(Dataset records)
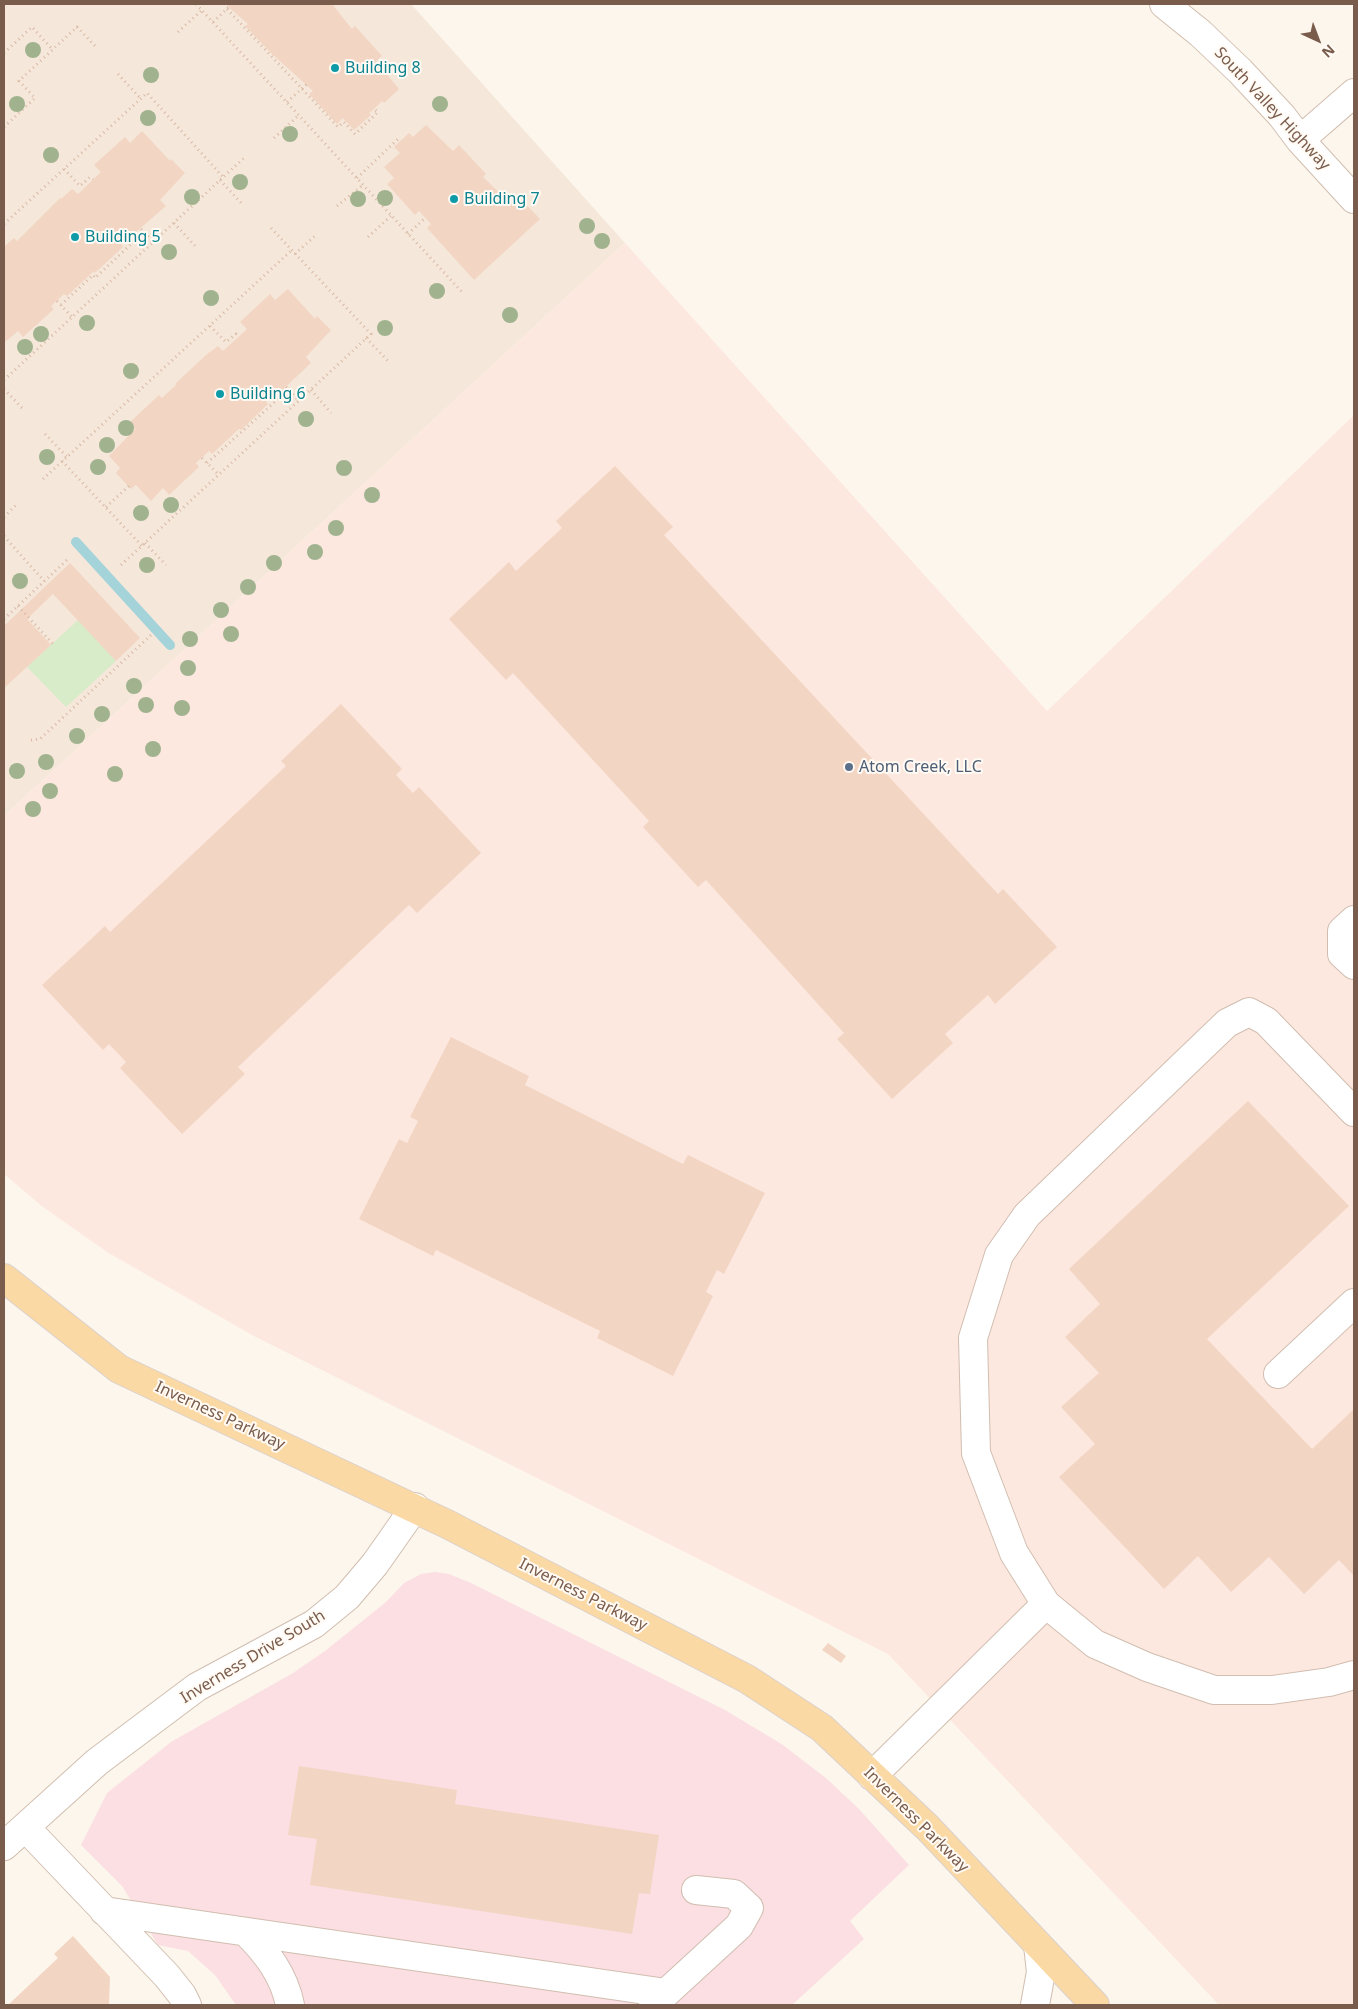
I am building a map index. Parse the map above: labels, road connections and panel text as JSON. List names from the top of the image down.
{
  "streets": {
    "main road": ["Inverness Parkway"],
    "street": ["South Valley Highway", "Inverness Drive South"]
  },
  "crossings": [
    ["Inverness Parkway", "Inverness Drive South"]
  ],
  "places": [
    "Building 8",
    "Building 7",
    "Building 5",
    "Building 6",
    "Atom Creek, LLC"
  ],
  "north": "bottom right"
}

What the task asks: Print the data word for word and omit the pictures.

Solution for this exercise:
I am building a map index. Parse the map above: labels, road connections and panel text as JSON. List names from the top of the image down.
{
  "streets": {
    "main road": ["Inverness Parkway"],
    "street": ["South Valley Highway", "Inverness Drive South"]
  },
  "crossings": [
    ["Inverness Parkway", "Inverness Drive South"]
  ],
  "places": [
    "Building 8",
    "Building 7",
    "Building 5",
    "Building 6",
    "Atom Creek, LLC"
  ],
  "north": "bottom right"
}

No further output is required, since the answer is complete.